Re: Torkel Franzen on truth



On Nov 28, 11:31 pm, "LordBeotian" <pokips...@xxxxxxxx> wrote:
"george" <gree...@xxxxxxxxxx> ha scritto

we instead DO know it by mere
consideration of the intuitive not-formalized arguments 1 or 2 above.

No, really, you don't know much of ANything, especially
not anything infinitary, THAT way.

I desagree. The majority of mathematicians usually talk about infinitary
things and are convinced about their arguments without even know what ZFC
is

But you said "arguments". "Argument" implies a chain of REASONING, of
logical INFERENCE. In other words, there are some axioms and rules
of inference being invoked to support these beliefs.

Axioms and rules of inference are connected only to *formal* reasoning.
Informal reasoning don't imply any defined set of axioms or rules, even if it
can if course be formalized in many different formal deductive systems.

You should also agree that we definitely don't need a reasoning to be framed
in a set of axioms and rules to be convinced. Of course it can help, but we
are convinced (for example) of infinity of primes or Pythagorean theorem long
before we hear about PA, Q, ZFC or Hilbert's axioms for geometry.

(and also knowing nothing about first order formal systems).

It's not like religion. It works whether you believe in it or not.
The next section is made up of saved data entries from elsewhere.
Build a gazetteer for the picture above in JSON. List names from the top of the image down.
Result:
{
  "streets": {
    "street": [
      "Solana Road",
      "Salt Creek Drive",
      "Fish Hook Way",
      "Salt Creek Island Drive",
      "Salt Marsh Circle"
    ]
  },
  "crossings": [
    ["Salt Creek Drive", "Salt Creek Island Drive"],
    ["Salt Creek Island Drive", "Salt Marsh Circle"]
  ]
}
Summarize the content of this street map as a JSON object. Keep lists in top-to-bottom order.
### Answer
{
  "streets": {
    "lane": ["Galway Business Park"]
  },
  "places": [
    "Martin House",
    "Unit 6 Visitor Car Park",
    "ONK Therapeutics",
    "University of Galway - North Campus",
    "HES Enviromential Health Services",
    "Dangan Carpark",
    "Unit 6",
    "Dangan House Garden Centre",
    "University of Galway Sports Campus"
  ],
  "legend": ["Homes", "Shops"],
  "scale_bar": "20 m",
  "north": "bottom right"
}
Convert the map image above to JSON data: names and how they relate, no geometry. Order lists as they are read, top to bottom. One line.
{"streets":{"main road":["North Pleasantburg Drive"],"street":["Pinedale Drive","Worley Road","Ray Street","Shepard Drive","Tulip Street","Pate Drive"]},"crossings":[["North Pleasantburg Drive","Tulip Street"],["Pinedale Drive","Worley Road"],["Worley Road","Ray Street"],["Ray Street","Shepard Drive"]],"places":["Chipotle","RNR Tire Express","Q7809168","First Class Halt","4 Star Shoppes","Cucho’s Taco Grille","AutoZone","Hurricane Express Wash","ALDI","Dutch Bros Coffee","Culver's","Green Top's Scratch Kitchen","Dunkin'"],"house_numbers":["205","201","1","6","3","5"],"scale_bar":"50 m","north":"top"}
I know. The point is that even if you could be able to formalize the
reasoning of mathematicians in ZFC, this formalization is not really relevant
for their work and their beliefs.

The discrepancy is that the formalized proofs of PA's consistency have
zero cogency while the intuitive informal arguments - so I am told -
have 100% cogency. In this sense the claim tha that the intuitive
argument is formalizable is misleading.
.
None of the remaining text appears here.